Objective To report the clinical characteristics and therapies of ryanodine receptor type 1-related myopathies (RYR1-RM), thus enhancing the understanding of RYR1-RM. Methods Clinical characteristics and genetic variant of a patient with RYR1-RM who onset after birth were reported, and the clinical feature of the disease was summarized by reviewing relevant literatures. The pathogenesis and treatment methods were also outlined.Results A male infant, presented soon after birth with edema, hypotonia and poor respiratory effort necessitating assisted long-time ventilation.
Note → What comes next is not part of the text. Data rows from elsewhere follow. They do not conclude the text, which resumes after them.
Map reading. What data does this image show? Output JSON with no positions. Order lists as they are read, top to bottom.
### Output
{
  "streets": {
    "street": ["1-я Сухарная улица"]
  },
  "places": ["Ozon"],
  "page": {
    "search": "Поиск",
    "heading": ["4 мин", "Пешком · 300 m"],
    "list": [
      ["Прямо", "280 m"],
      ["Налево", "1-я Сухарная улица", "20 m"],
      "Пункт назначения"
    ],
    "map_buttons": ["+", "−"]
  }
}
High-throughput sequencing revealed a novel heterozygous mutation in the RYR1 gene c.14398T>C. RYR1-RM. He was then diagnosed with RYR1-RM. No mutation was found at this site in his parents. A total of 57 cases of RYR1-RM with detailed clinical data were collected. About 50% of patients presented polyhydramnios and decreased fetal movements. Hypotonia, facial involvement, extraocular muscles involvement, dyspnea, feeding problem and orthopaedic complications are the major first manifestations of RYR1-RM. Delayed motor milestones can be found in the later life.Conclusion We reported a patient carried a novel mutation in the RYR1 gene, expanding the genetic spectrum of RYR1-RM. The clinical manifestation of RYR1-RM in neonatal period is variable and involves multiple systems, making it critical to increase awareness of the disease to recognize and treat earlier. Gene detection can be helpful in providing genetic counseling and prenatal diagnosis, which may enhance the quality of management of potential patients.

Key words: congenital myopathy, RYR1 gene, hypotonia, pathogenesis, therapy

CLC Number:

R685

Wang Sihan, Li Xianghong, Li Liangliang, Xi Hongmin, Yang Ping, Ma Lili, Yin Xiangyun. Neonatal ryanodine receptor type 1-related myopathies: A case report and literature review[J]. Clinical Focus, 2025, 40(6): 541-546.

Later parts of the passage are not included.